El viernes pasado salí, en parte para recuperarme de mi resfriado; fui al Green Dragon en Salisbury Plain, donde estaban James, Keynes y otros, por las Pascuas.5 Por supuesto que regresé hecho trizas: los vientos más fuertes que puedas imaginar arrasando la llanura, mala comida, falta de asientos confortables. Pero, en general, me entretuve. Los otros eran Bob Trevy, Sanger, Moore, Hawtrey y un joven estudiante llamado Rupert Brooke —¿no es un nombre romántico?—,6 de mejillas rosadas y brillante pelo amarillo —suena horrible, pero no lo era—. Moore es un ser magnífico, y además canta y toca maravillosamente, así que las tardes resultaron agradables.
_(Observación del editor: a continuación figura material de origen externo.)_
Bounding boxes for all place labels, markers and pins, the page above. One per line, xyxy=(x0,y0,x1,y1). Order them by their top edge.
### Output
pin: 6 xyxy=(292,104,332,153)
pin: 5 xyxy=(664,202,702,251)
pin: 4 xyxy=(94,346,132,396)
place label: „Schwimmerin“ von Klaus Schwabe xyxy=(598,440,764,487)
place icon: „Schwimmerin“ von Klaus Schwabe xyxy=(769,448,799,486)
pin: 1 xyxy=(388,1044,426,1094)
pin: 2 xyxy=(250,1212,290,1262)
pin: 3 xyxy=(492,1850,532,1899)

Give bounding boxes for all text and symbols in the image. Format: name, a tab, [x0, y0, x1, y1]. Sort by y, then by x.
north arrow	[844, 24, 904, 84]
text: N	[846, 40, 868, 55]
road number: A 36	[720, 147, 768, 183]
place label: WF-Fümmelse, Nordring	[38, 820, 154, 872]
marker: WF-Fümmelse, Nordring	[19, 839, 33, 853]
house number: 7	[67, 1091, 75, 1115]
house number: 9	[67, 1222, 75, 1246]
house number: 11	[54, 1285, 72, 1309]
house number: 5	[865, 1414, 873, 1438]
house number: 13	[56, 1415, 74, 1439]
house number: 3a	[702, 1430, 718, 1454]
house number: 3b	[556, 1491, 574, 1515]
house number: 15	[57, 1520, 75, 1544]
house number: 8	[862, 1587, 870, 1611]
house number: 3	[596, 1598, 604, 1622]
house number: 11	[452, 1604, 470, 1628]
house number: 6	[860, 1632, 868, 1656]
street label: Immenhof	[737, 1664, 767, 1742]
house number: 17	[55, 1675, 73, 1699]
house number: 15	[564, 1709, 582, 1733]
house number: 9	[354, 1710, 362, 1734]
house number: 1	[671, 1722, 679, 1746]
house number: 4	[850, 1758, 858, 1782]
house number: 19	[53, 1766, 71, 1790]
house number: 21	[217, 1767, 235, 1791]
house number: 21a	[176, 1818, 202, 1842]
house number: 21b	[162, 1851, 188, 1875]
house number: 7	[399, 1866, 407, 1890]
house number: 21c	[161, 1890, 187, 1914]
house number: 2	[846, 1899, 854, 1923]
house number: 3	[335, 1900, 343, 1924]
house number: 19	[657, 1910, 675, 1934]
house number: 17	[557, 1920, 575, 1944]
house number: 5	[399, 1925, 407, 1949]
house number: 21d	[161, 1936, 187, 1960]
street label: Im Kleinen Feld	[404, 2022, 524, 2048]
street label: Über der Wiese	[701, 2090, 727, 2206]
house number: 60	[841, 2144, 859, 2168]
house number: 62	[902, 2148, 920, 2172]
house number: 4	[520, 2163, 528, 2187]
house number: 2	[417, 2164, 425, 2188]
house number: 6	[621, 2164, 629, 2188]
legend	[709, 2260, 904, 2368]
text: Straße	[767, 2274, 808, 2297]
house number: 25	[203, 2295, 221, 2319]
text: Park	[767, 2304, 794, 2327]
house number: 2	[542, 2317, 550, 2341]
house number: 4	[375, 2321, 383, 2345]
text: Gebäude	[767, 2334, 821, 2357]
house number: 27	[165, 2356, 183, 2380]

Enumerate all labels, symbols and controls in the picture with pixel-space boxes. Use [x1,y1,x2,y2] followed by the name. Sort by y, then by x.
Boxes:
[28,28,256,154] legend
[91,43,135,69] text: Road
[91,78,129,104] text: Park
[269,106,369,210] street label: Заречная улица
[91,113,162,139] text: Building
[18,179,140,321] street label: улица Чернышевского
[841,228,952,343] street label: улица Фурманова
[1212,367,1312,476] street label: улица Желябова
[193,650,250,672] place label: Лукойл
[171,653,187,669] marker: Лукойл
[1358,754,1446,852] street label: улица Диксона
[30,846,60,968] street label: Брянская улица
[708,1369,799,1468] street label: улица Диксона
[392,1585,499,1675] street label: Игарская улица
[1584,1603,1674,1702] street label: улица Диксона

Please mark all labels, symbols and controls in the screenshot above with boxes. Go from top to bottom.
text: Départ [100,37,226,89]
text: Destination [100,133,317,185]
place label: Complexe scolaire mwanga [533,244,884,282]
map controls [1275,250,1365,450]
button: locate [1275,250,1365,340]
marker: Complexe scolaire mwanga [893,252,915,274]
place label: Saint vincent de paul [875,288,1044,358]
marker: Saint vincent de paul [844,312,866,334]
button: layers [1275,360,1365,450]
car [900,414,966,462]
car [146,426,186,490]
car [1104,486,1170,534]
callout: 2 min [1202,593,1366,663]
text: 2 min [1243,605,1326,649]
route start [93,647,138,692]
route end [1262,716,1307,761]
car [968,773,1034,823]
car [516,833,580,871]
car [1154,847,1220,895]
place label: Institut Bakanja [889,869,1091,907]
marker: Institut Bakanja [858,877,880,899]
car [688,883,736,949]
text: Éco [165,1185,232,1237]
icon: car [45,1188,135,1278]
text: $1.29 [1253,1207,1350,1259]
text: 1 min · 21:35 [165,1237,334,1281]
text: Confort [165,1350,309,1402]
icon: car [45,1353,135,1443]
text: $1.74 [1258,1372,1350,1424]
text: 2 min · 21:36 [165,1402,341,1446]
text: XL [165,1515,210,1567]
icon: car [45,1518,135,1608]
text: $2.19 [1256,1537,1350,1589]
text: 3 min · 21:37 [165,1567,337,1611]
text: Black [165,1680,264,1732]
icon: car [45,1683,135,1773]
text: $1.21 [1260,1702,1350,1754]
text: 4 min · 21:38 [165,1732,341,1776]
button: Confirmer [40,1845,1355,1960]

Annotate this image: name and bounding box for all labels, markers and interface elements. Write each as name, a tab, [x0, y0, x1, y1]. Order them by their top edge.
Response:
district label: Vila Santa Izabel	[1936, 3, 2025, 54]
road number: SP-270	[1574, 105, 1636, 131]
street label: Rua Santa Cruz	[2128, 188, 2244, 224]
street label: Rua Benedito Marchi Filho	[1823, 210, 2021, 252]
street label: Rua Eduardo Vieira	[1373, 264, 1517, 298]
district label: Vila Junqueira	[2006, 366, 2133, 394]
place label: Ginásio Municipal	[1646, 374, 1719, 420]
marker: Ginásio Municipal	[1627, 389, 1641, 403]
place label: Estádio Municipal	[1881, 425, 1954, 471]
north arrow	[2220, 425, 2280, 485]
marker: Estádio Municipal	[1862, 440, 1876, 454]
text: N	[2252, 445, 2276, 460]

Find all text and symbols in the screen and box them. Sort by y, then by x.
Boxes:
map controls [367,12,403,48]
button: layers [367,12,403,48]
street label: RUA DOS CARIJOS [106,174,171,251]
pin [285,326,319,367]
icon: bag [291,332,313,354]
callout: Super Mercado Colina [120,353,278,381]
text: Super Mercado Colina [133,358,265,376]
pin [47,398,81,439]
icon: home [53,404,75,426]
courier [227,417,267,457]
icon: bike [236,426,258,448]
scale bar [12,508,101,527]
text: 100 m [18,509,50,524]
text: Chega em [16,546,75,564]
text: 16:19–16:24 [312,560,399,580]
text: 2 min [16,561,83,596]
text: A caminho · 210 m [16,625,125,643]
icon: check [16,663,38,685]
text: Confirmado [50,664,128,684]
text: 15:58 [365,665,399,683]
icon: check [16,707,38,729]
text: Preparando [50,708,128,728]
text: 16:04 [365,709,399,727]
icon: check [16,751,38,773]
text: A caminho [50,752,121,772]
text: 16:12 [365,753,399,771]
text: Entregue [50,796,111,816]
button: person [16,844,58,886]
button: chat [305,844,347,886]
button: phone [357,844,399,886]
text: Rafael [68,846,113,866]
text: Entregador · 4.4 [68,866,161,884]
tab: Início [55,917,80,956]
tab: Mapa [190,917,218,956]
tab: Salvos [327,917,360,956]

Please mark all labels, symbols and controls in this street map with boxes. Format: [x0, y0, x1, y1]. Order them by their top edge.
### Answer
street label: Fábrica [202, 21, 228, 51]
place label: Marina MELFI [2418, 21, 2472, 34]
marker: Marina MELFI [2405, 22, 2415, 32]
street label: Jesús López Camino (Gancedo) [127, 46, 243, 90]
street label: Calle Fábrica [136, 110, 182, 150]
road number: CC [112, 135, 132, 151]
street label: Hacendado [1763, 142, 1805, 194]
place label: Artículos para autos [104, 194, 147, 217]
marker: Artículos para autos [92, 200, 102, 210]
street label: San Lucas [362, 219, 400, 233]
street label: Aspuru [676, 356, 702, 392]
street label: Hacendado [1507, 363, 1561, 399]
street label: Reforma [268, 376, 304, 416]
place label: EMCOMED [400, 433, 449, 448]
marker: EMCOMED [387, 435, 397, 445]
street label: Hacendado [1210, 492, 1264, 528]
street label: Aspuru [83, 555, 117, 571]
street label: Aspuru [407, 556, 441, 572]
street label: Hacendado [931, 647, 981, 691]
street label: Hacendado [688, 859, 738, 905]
Me hubiese gustado que estuvieras allí —tal vez disfrazada de otro estudiante—. ¿Te habrías muerto del aburrimiento? Hablamos de política menos de lo que imaginas, pero quizá las bromas te habrían parecido un poco pesadas —yo me reí muchísimo y, si en algún momento comenzaba a sentirme estúpido, podía contemplar el pelo amarillo y las mejillas rosadas de Rupert—. James también es una figura interesante: muy misterioso y reservado; a ratos increíblemente joven, a ratos inconcebiblemente viejo. Estuve todo el tiempo mirando por la ventana, esperando ver llegar a Adrian atravesando la llanura con sus calzas color lavanda, pero nunca apareció.7 ¿Sabes algo de él? Me pregunto qué aventuras tendrá en esas tabernas que frecuenta.

¡Ah, las aventuras! ¿Todavía se tienen en estos tiempos? Para mí tu carta fue una aventura, pero no se me ocurre otra, aunque creo que sí, cada tanto las tengo. ¿Y tú? ¿El Atlántico te basta? Muchas veces pienso que soy un hombre salvaje de los bosques y que tal vez sea incomprensible para la gente civilizada que vive en Cornualles y escribe sobre Delane, «el hombre».

Salí al frío para cenar y ahora estoy de vuelta, aterido y sintiéndome desgraciado, deseando no haber puesto un pie fuera de aquí, con la nieve que cae por la chimenea y gotea sobre el fuego. Me gustaría hablar con alguien. Sería maravilloso que vinieras ahora, sobre todo porque así podría explicarte exactamente qué quiero decir con eso de que soy un hombre salvaje de los bosques. Claro que en realidad no te lo explicaría nunca, pero aquí habría una silla para ti, y un poco de calor, y un poco de conversación. Mientras tanto, te imagino en tu comedor, oyendo a los hijos de tu casera e inventando cartas escandalosas del señor Smith. ¿O ya te has puesto con la descripción de Cornualles? Eso sería emocionante. Yo he estado leyendo nuevamente a Racine, con placer casi total. No ha habido jamás un artista más grande. Y escribe acerca de lo único sobre lo que merece la pena escribir, según mi opinión: el corazón humano.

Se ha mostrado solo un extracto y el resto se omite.